The timpani and trumpets play the confident, forceful hunters; the timpani and bass drum beats enact rifle shots.
The bird is characterized by the flute, fluttery, joyful chirping.
The slightly nasal sound of the oboe suggests the quacking, waddling duck.
The soft, warm tone of the clarinet evokes the velvety, elegant, and sneaky cat.
No instrument is better suited to the slow grandfather than the bassoon’s dark, thick low register.
Three French horns conjure the wolf. He is dangerous and lives in the forest; the French horn with its large, deep sonority suggests this perfectly.
Peter lives with his grandfather on the edge of a forest and understands the language of the cat, the bird, and the duck. The animals are his friends. One day, the wolf emerges from the forest and devours the duck in one gulp. Peter devises a plan to catch the wolf with the help of the bird.
We hear about Peter’s love for animals, grandfather’s worries, about birds arguing whether they should swim or fly, about the cat’s unsuccessful pursuit of the bird, about the arrival of the wicked wolf, and finally, how the bird and Peter catch the wolf, and everybody’s triumphal procession to the zoo.
The story begins one calm and sunny morning with upward moving leaps in the melody. Peter’s strings play a happy tune and the flutes (bird) trill. When the birds argue, the mood becomes louder and discordant, with a back and forth between the instruments.

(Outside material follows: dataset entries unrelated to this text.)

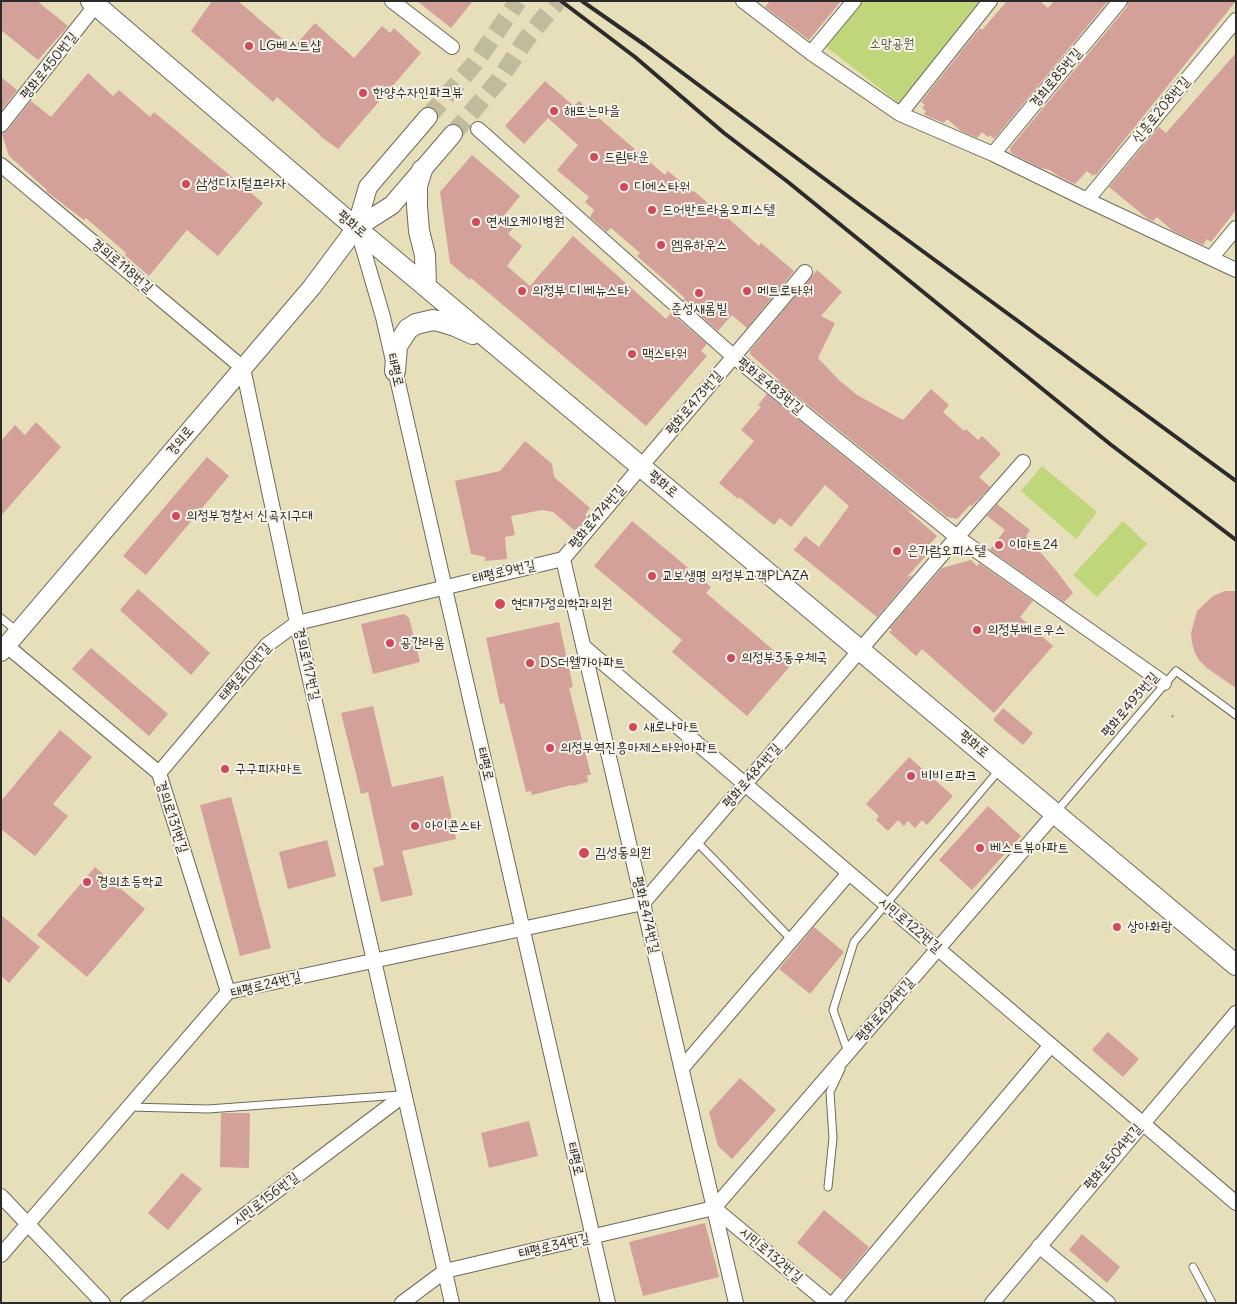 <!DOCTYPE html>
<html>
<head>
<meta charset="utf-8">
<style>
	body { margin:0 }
	#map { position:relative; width:1237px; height:1304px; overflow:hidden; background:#e7dfb9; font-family:Delius,sans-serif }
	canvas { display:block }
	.frame { position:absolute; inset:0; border:2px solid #2b2b2b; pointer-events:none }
</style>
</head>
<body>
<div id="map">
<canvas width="1237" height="1304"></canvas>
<div class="frame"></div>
</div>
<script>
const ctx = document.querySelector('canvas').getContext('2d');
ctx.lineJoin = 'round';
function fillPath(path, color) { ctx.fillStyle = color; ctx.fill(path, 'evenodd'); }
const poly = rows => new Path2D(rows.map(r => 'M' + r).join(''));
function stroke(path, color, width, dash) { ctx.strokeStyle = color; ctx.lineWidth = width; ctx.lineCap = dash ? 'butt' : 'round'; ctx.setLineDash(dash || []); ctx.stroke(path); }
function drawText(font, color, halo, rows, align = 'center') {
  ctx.font = font + ' Delius,"Poor Story",sans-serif'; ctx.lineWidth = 4; ctx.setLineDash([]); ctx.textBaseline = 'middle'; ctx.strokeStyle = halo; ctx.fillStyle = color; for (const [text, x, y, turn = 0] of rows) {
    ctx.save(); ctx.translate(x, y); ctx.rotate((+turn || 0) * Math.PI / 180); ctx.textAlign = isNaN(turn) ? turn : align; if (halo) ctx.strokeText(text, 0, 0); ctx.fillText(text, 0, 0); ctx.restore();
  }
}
fillPath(poly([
	[861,1,985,1,900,104,824,45],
	[1042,466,1097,512,1076,539,1021,491],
	[1123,521,1147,544,1097,597,1073,575]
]), '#c0d67a');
fillPath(poly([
	[1,1,37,1,68,26,38,60,1,30],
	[212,1,238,1,293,48,315,23,354,58,382,26,390,33,394,28,421,53,338,149,320,136,320,135,277,97,273,102,191,31],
	[417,1,473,1,451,28],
	[770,1,841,1,809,40,765,7],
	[1007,1,1040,1,1048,8,1054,1,1108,1,994,139,990,135,988,137,982,132,977,138,961,131,947,119,944,123,927,116,924,114,926,111,922,108,925,105,921,102,980,28,982,30],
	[1129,1,1236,1,1096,175,1094,174,1093,176,1087,171,1075,184,1058,176,1050,170,1041,168,1011,153,1010,148,1127,7],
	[1236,53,1236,210,1211,242,1207,239,1203,245,1173,231,1157,217,1153,221,1148,219,1109,187,1159,127,1166,133],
	[88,73,113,96,119,90,150,117,154,112,263,203,218,256,187,230,149,276,125,255,126,253,86,218,84,220,46,191,47,190,9,156,2,134,8,130,31,101,51,117],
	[1,77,17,90,1,111],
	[545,81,574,106,579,101,665,175,668,171,693,192,694,191,718,212,719,210,759,246,761,243,794,271,747,328,732,315,718,331,683,300,685,298,637,256,640,253,611,228,607,232,590,217,594,210,585,202,589,197,557,170,578,145,548,118,524,144,505,126],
	[472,155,520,196,503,217,514,227,508,234,522,246,507,266,530,286,573,236,666,319,671,313,707,344,701,351,707,356,646,426,471,278,470,280,450,263,440,192],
	[817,270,842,292,821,316,835,323,818,358,839,380,857,395,903,420,931,389,949,405,943,412,964,431,966,429,978,440,982,436,1001,454,979,477,990,487,972,506,970,505,957,519,947,517,778,381,779,380,750,354,750,351],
	[767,394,912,512,908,511,937,536,929,545,933,548,907,577,913,575,877,617,794,550,805,536,819,547,849,506,825,485,791,527,780,518,774,525,739,497,738,499,719,483,754,441,741,430,761,407,758,405],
	[36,422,61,447,1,516,1,441,15,425,25,435],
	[525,441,552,464,554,477,590,508,585,515,587,517,575,531,553,512,542,510,511,516,515,535,505,537,507,559,485,561,485,557,471,554,455,481,500,471],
	[207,457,229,476,146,575,123,556],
	[997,504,1030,530,1026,536,1055,569,1073,593,1064,602,990,550,1005,530,987,516],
	[632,521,711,587,706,593,791,665,747,716,672,652,682,640,594,566],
	[971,560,977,566,979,563,1033,601,1020,617,1053,646,994,713,922,649,916,656,889,632,892,630,890,628,942,568],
	[138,589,210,653,191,675,120,610],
	[1225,591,1236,591,1236,688,1207,668,1199,660,1195,653,1192,643,1191,633,1197,611,1213,596],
	[404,614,409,618,420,662,373,674,361,624],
	[559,622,573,687,569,688,591,775,587,775,588,782,572,786,572,785,532,795,531,791,526,792,504,703,500,704,486,638],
	[91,648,168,714,149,736,72,669],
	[373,706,392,787,443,776,456,839,402,851,413,895,381,902,373,868,384,865,368,792,361,794,341,713],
	[1003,708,1033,733,1023,745,993,720],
	[60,730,92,757,53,804,68,816,35,856,1,829,1,801],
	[909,757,953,796,927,825,922,820,915,828,908,821,904,826,898,820,888,831,876,820,879,816,866,804],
	[231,797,271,948,240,956,200,805],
	[988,806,1021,836,972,890,939,860],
	[327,840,336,876,288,889,279,852],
	[95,867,145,909,87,977,37,935],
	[1,915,40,947,9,983,1,976],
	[814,927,844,952,810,994,779,969],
	[1108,1032,1139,1059,1123,1077,1092,1050],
	[740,1078,776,1110,732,1159,718,1146,709,1112],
	[221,1113,250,1113,249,1168,220,1167],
	[529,1121,538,1156,489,1168,481,1133],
	[182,1173,202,1189,168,1230,148,1213],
	[824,1210,869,1247,842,1280,797,1243],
	[705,1223,719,1277,643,1296,629,1242],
	[1082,1234,1120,1267,1107,1283,1069,1250]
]), '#d3a09a');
stroke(poly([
	[428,117,475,63,518,1],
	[453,134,499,80,527,38,558,1]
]), '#c1bb9d', 18, [18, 9]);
const service = poly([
	[1,618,18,632],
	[1056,812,1176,671,1236,715],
	[696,841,792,940],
	[848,1052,833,1010,854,942,1000,769],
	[129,1107,208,1109,400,1095],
	[828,1187,833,1138,830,1092,841,1069],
	[1193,1267,1212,1303]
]);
const minor = poly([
	[392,1,452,47],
	[743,1,811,53,900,114,993,154,1087,200,1236,270],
	[811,53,854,1],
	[900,114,990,1],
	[1,125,99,1],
	[993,154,1120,1],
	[1,165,243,368,297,623,452,1303],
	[1087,200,1236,20],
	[357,228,383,317,608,1303],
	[1212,257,1236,228],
	[1023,462,957,537,1164,683],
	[563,559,736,1303],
	[563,559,805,272],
	[7,646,159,773,228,992],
	[583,646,1236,1203],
	[159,773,267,645,297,623,563,559],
	[682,1068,849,873],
	[1,1196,103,1303],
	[714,1208,1056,812],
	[714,1208,828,1303],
	[1039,1246,1108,1303],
	[1,1255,228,992,643,903,957,537,733,356,478,129],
	[128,1303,404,1095],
	[402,1303,445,1271,714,1208],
	[834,1303,1051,1045],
	[992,1303,1236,1013]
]);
const tertiary = poly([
	[356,228,368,187,428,117],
	[1,652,312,287,356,228,392,205,453,134]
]);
const secondary = poly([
	[91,1,356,228,1236,965],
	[422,170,417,186,417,206,419,231,425,255,426,286],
	[395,371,397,346,408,329,416,324,433,320,442,322,455,326,473,334]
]);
stroke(service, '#6d6a5d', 9);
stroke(minor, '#6d6a5d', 16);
stroke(tertiary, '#6d6a5d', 20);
stroke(secondary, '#6d6a5d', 22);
stroke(poly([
	[1172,716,1175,718]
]), '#6d6a5d', 3, [1, 4]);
stroke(service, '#fff', 7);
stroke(minor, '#fff', 14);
stroke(tertiary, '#fff', 18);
stroke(secondary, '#fff', 20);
stroke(poly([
	[561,1,635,57,724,133,788,182,1110,444,1236,540],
	[582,1,645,45,857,203,1236,481]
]), '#2b2b2b', 4);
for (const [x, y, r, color] of [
	[249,46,5,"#d1495b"],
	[363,93,5,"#d1495b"],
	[554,111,5,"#d1495b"],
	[594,157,5,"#d1495b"],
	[186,184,5,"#d1495b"],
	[624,187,5,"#d1495b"],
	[652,210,5,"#d1495b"],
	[476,222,5,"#d1495b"],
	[661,245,5,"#d1495b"],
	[522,291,5,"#d1495b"],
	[747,291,5,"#d1495b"],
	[699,293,5,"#d1495b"],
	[632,354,5,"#d1495b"],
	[176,516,5,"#d1495b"],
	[999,545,5,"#d1495b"],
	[897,551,5,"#d1495b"],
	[652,576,5,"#d1495b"],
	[500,604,6,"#d1495b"],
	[977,630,5,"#d1495b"],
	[390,643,5,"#d1495b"],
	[731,658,5,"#d1495b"],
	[530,663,5,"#d1495b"],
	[633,727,5,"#d1495b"],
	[550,748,5,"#d1495b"],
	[225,769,5,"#d1495b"],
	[911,776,5,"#d1495b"],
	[415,826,5,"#d1495b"],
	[980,848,5,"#d1495b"],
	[584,853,6,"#d1495b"],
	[87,882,5,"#d1495b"],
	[1117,927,5,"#d1495b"]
]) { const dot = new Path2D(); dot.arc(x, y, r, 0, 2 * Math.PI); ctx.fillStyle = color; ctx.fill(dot); stroke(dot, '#f7f3e8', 2); }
drawText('14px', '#50563f', '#f7f3e8', [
	["소망공원",892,44]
]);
drawText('14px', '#2b2b2b', '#f7f3e8', [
	["LG베스트샵",259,46],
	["한양수자인파크뷰",373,93],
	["해뜨는마을",564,111],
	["드림타운",604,157],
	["삼성디지털프라자",196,184],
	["디에스타워",634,187],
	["드어반트라움오피스텔",662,210],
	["연세오케이병원",486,222],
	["엠유하우스",671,245],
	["의정부 디 베뉴스타",532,291],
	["메트로타워",757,291],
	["준성새롬빌",699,309,"center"],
	["맥스타워",642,354],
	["의정부경찰서 신곡지구대",186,516],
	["이마트24",1009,545],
	["은가람오피스텔",907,551],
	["교보생명 의정부고객PLAZA",662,576],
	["현대가정의학과의원",511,604],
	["의정부베르우스",987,630],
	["공간라움",400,643],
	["의정부3동우체국",741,658],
	["DS더웰가아파트",540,663],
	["새로나마트",643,727],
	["의정부역진흥마제스타워아파트",560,748],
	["구구피자마트",235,769],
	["비비르파크",921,776],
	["아이콘스타",425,826],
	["베스트뷰아파트",990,848],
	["김성동의원",595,853],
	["경의초등학교",97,882],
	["상아화랑",1127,927]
], 'left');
drawText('14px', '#2b2b2b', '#f7f3e8', [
	["평화로450번길",49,66,-51],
	["경희로85번길",1056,78,-50],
	["신흥로208번길",1161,110,-50],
	["평화로",352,224,40],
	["경의로118번길",122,266,40],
	["태평로",395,370,77],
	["평화로483번길",770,386,39],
	["평화로473번길",694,403,-50],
	["경의로",180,441,-50],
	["평화로",663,484,40],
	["평화로474번길",597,517,-50],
	["태평로9번길",504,572,-13],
	["경의로117번길",307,664,77],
	["태평로10번길",245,672,-49],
	["평화로493번길",1130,705,-50],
	["평화로",974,744,40],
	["태평로",485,764,77],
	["평화로484번길",752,776,-49],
	["경의로131번길",172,817,72],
	["평화로474번길",646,915,77],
	["시민로122번길",910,925,40],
	["태평로24번길",266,985,-14],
	["평화로494번길",885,1010,-49],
	["평화로504번길",1113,1157,-50],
	["태평로",575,1159,77],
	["시민로156번길",266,1199,-37],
	["태평로34번길",554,1246,-13],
	["시민로132번길",771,1255,40]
]);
</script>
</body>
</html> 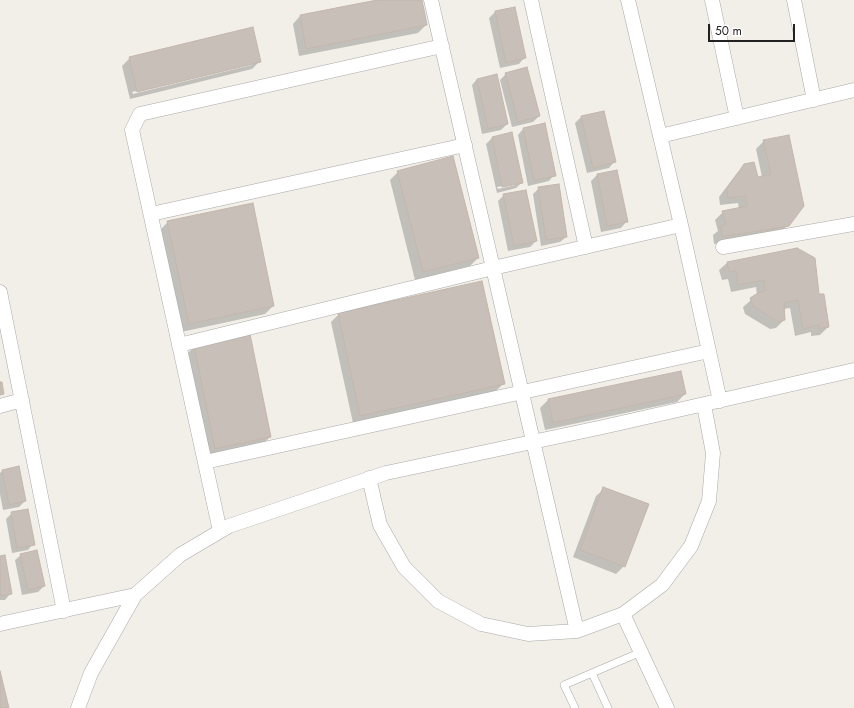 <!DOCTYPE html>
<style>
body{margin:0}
#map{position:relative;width:854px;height:708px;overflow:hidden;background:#f2efe9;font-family:Jost,sans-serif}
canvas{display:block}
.scale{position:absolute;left:708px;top:24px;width:87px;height:18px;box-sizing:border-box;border:2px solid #222;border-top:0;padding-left:5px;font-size:12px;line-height:14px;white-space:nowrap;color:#222;-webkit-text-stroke:3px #fff;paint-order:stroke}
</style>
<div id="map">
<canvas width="854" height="708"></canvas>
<div class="scale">50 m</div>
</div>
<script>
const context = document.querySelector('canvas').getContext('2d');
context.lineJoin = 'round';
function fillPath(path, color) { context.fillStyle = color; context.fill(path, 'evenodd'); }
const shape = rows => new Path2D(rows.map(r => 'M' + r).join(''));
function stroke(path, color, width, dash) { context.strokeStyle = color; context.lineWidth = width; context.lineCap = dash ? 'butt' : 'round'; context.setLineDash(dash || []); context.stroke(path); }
fillPath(shape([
 [382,0,421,0,426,25,418,33,299,56,293,24,300,16],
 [514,8,524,58,519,64,500,68,489,18,495,12],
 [130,58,260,61,252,69,130,99,122,66],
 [252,63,252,65,133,94,132,92],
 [506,74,539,116,533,122,512,127,500,80],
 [477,79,507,124,501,130,482,134,472,85],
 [581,117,614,162,609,168,587,173,575,123],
 [523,129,554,175,549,181,528,186,518,135],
 [492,138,522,182,516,188,497,193,486,144],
 [516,183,516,185,498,189,497,187],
 [764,141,788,225,780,233,714,244,713,235,718,231,715,220,723,212,739,209,738,203,720,205,719,197,737,173,745,165,757,178,762,177,756,149],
 [616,171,626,222,621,228,601,232,591,181,597,175],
 [398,172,478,258,470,266,415,280,390,180],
 [539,188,566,237,560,242,541,246,533,194],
 [504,195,536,241,530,247,508,251,498,201],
 [168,222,273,306,265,314,181,332,160,230],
 [727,263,818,295,828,327,820,335,811,336,811,332,795,336,790,308,784,309,784,320,776,328,770,329,745,314,743,307,757,295,756,287,731,292,728,279,722,280,719,270],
 [339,314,504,383,496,391,353,423,331,322],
 [194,347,270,437,262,445,208,457,186,355],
 [680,372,685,394,677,402,545,430,540,408,548,400],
 [2,471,25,501,19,507,3,510,0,494,0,473],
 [604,489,624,566,616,574,573,557,596,496],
 [12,513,33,544,28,550,12,553,6,519],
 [21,555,44,586,38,592,22,595,15,560],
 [0,557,10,594,5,600,0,600]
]), '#0003');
const building = shape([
 [377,0,422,0,427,25,306,49,300,15,377,0],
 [515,7,526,58,506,63,495,11,515,7],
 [253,27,261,62,137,92,129,57,253,27],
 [527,67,540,116,518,122,505,73,527,67],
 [497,74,508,124,488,129,477,79,497,74],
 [604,111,616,162,593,168,581,116,604,111],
 [545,123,556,176,534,180,523,128,545,123],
 [512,132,523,183,502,187,492,137,512,132],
 [789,135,804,206,789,226,722,237,721,226,726,225,722,211,747,206,746,196,728,198,727,189,744,164,754,162,758,177,771,174,763,140,789,135],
 [453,156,479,258,423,272,397,171,453,156],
 [617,170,628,222,607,226,597,174,617,170],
 [559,184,567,237,546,240,538,187,559,184],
 [526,190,537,241,514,246,503,194,526,190],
 [253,203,274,306,189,324,167,221,253,203],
 [797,248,815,258,819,294,824,294,829,327,819,329,819,325,803,329,798,300,784,303,785,320,778,322,753,306,750,298,758,293,765,291,764,280,738,285,736,271,729,272,727,262,797,248],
 [482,281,505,384,360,416,338,313,482,281],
 [250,334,271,437,215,449,194,346,250,334],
 [681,371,686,394,553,423,548,399,681,371],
 [0,382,2,382,4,394,0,395,0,382],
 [19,466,26,501,9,505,2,470,19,466],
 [603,487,649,504,625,567,580,550,603,487],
 [28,509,35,545,17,548,11,512,28,509],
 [37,550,45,586,28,590,20,554,37,550],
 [5,555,12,594,0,596,0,556,5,555],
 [0,671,9,708,0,708,0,671]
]);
fillPath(building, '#c7bfb8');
stroke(building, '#c4b6ab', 1);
const lane = shape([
 [592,673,608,708],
 [575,708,564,685,641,652]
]);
const street = shape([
 [431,0,577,631],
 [531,0,586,247],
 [628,0,681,225,720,401],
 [712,0,737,118],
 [794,0,814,100],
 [660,136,854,90],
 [151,214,465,145],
 [723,247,854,224],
 [0,292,64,611],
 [179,345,493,268,681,225],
 [0,406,22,400],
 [205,462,709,351],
 [369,478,380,525,404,567,438,601,481,624,528,634,577,631,623,614,662,585,691,546,709,501,713,453,704,405],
 [220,531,132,130,140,114,442,46],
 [623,614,667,708],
 [0,624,135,595],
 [78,708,91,673,135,595,180,555,229,526,386,473,603,427,854,370]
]);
stroke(lane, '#a9a9a9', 8);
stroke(street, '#a9a9a9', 15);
stroke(lane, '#fff', 7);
stroke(street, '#fff', 14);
</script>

The wolf appears, chases, and catches the duck. The mood conveyed by the music becomes alarming and threatening, the rhythm becomes faster, and the oboe (duck) climbing in pitch with fright and discord ends loudly. Following this crisis, Peter and the bird attempt to catch the wolf with a lasso. The mood becomes anxious, a sense of breath being held as the music descends in pitch. Soft strings pause before the brass blares. When the wolf is caught, it is taken to the zoo in a jubilant procession with all involved. The mood is happy, and we hear trills, fast arpeggios on clarinet, strings, flutes, and a sense of happy skipping.
Just under half an hour in length, this musical fairy tale is a highly successful example of Socialist Realism, the newly promoted Soviet esthetic. It features a “group of heroes,” not an individual one. Peter and the bird need one another to defeat the wolf. Humanity and nature live in harmony—this is underscored musically. It is profoundly humanist: The adversary, the wolf, is not killed but put out of dangerous action and made available for educational purposes. There is an optimistic ending in that the wicked wolf is defeated and that the duck seems to have survived in the wolf’s stomach. And all this is expressed in the music: The group hero idea while the wolf is captured and in the ensemble of all the themes in the procession to the zoo. And the duck’s survival (or perhaps memory) resounds in a muted duck theme at the end—from the wolf’s belly, as it were.
It is a happy ending indeed, celebrating friendship, courage, and co-operation in the defeat of danger and evil.
Even if the haunting melodies seem simple at first glance, they are not. The musical story is vividly and skillfully interwoven in word and sound, action, and musical gesture, including many masterful tone paintings. Listeners learn that music can tell its own story once you understand that themes can represent characters that are repeated initially until you get to know them. They then develop into variations. They can interact, they can struggle, they can harmonize. This wonderful introduction to understanding classical music is not didactic, and it is by no means just for children. Its unique genius is thoroughly memorable and enjoyable.
Musical education on both the amateur and professional levels was one of the strongest features of the Soviet system for 70 years. Much of the enthusiasm for musical understanding and achievement can likely be traced to Peter and the Wolf. It remains Sergei Prokofiev’s best-known composition to this day.